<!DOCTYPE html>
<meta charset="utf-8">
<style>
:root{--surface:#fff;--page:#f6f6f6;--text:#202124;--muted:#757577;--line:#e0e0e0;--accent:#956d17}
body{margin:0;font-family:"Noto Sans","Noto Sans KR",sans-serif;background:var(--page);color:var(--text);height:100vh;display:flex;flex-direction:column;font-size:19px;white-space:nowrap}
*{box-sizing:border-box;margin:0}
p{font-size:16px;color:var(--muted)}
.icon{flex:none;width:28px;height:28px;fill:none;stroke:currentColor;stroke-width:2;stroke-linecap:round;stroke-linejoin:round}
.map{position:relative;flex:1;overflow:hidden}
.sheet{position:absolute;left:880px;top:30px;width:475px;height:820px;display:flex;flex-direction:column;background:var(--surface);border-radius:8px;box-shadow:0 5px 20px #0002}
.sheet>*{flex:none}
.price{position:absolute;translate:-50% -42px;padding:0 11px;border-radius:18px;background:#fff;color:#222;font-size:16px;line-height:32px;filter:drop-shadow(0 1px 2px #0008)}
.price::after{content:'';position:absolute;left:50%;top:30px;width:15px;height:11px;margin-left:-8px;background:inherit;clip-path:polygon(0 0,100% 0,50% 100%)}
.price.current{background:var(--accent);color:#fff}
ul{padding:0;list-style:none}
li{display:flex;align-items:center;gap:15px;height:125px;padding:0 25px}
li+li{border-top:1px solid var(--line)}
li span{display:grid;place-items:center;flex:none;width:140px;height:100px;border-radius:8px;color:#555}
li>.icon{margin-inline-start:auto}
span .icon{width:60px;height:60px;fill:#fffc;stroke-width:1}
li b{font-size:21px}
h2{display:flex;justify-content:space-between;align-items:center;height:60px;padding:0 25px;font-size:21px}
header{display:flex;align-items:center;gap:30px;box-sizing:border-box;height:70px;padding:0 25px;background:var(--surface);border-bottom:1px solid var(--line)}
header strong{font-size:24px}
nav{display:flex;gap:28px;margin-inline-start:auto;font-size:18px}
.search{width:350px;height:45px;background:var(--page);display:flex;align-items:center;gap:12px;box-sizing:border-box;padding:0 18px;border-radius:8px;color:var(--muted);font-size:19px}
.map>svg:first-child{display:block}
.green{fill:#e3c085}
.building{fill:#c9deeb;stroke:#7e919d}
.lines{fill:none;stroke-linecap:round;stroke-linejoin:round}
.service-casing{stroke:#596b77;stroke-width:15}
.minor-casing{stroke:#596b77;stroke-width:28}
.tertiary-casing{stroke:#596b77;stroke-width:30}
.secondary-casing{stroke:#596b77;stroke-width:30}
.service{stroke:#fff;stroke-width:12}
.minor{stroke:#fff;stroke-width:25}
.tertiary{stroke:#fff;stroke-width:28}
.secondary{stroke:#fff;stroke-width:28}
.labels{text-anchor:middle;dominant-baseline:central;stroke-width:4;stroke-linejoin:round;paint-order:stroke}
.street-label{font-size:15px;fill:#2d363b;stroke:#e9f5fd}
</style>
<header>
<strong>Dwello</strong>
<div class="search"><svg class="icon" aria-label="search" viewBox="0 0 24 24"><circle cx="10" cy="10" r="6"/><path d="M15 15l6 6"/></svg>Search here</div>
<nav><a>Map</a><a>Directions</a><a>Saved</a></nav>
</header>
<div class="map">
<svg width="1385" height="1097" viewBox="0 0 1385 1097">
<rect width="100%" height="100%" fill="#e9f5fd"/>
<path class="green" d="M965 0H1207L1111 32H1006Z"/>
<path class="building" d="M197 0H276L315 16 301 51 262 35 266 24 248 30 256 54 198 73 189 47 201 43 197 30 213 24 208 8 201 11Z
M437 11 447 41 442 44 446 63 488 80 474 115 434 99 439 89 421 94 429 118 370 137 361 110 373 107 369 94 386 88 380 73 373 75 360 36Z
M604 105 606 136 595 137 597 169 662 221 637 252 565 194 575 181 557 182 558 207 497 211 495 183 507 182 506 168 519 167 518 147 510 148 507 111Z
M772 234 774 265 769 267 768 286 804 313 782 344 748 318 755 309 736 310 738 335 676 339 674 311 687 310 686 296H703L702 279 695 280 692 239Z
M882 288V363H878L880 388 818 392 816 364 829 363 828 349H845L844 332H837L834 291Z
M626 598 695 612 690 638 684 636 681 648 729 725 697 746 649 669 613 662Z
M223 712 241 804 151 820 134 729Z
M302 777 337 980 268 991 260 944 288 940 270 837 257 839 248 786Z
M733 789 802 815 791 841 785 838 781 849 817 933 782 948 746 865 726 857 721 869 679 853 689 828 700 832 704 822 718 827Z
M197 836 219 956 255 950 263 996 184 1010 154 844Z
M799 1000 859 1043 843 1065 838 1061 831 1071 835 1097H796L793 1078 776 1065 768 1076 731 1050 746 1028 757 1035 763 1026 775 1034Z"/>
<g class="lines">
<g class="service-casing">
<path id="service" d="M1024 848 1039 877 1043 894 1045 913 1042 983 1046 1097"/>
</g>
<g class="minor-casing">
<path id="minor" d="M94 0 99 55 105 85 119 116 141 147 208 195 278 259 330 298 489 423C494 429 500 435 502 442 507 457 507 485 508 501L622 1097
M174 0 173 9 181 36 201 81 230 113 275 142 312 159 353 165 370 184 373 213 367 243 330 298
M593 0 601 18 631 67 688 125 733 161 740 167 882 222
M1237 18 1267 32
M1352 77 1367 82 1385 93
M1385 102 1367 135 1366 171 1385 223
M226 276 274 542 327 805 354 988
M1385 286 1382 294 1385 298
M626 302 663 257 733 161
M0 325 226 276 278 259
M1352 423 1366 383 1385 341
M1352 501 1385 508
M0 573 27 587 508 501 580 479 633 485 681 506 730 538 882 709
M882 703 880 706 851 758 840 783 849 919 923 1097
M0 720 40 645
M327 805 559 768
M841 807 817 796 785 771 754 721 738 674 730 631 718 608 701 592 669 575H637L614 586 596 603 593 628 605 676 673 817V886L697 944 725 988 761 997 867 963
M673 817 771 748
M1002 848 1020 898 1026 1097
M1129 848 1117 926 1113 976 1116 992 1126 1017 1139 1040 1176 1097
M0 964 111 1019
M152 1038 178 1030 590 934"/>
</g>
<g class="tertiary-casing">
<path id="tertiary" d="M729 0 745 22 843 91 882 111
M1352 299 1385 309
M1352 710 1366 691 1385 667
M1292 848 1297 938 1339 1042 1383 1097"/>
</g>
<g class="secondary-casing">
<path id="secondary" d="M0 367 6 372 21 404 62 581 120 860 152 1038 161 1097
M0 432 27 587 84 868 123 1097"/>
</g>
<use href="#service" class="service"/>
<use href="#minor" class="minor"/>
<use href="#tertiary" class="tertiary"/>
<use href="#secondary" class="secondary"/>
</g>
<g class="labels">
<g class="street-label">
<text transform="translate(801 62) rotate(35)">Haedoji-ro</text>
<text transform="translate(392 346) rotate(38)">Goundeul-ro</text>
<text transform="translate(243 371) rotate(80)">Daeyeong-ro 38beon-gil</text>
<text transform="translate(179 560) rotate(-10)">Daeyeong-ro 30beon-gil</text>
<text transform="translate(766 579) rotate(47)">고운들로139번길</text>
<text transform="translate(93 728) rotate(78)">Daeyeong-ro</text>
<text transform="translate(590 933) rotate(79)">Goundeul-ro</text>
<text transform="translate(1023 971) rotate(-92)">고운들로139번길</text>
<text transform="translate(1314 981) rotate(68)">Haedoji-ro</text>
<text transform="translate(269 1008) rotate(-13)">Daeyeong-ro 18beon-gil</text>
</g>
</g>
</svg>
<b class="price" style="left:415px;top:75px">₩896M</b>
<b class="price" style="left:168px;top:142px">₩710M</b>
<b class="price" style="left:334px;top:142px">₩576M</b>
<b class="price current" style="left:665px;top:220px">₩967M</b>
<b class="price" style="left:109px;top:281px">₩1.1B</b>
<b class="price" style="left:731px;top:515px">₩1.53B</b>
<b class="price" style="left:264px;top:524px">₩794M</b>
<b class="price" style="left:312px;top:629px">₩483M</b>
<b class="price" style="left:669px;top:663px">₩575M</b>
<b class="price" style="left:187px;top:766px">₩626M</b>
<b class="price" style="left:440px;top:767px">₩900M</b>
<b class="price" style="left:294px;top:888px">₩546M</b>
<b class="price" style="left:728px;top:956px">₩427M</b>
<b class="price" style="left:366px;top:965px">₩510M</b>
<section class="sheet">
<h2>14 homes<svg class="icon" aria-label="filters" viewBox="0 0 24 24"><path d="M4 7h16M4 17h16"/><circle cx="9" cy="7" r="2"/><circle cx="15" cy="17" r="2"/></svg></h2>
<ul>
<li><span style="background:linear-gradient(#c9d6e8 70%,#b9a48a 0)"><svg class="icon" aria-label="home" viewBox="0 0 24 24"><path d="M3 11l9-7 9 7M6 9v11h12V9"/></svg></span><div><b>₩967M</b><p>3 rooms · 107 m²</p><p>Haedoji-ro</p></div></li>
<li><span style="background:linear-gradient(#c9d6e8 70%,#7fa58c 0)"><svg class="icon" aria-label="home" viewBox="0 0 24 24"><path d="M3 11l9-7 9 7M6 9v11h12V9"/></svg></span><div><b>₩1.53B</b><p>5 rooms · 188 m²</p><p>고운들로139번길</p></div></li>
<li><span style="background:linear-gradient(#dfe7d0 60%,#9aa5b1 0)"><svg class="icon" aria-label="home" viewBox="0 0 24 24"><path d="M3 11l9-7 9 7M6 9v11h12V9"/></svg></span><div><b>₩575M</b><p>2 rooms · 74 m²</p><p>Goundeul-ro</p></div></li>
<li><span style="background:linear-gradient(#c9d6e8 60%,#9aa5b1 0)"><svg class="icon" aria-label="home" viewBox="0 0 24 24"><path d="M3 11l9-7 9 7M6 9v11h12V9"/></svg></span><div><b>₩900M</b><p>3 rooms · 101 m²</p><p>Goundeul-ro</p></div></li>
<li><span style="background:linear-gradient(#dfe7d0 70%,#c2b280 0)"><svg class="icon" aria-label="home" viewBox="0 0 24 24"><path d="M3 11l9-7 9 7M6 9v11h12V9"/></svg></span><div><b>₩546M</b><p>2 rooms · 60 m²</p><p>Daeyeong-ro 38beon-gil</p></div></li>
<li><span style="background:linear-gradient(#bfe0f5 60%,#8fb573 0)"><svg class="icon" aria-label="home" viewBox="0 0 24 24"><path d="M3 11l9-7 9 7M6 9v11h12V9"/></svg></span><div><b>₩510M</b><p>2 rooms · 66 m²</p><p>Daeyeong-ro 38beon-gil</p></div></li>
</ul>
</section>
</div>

####################

INSTRUCTIONS FOR THE TASK:
Across the entries above, find each line with the word "lines" and please copy it out.

REPLY TO THE TASK:
.lines{fill:none;stroke-linecap:round;stroke-linejoin:round}
<g class="lines">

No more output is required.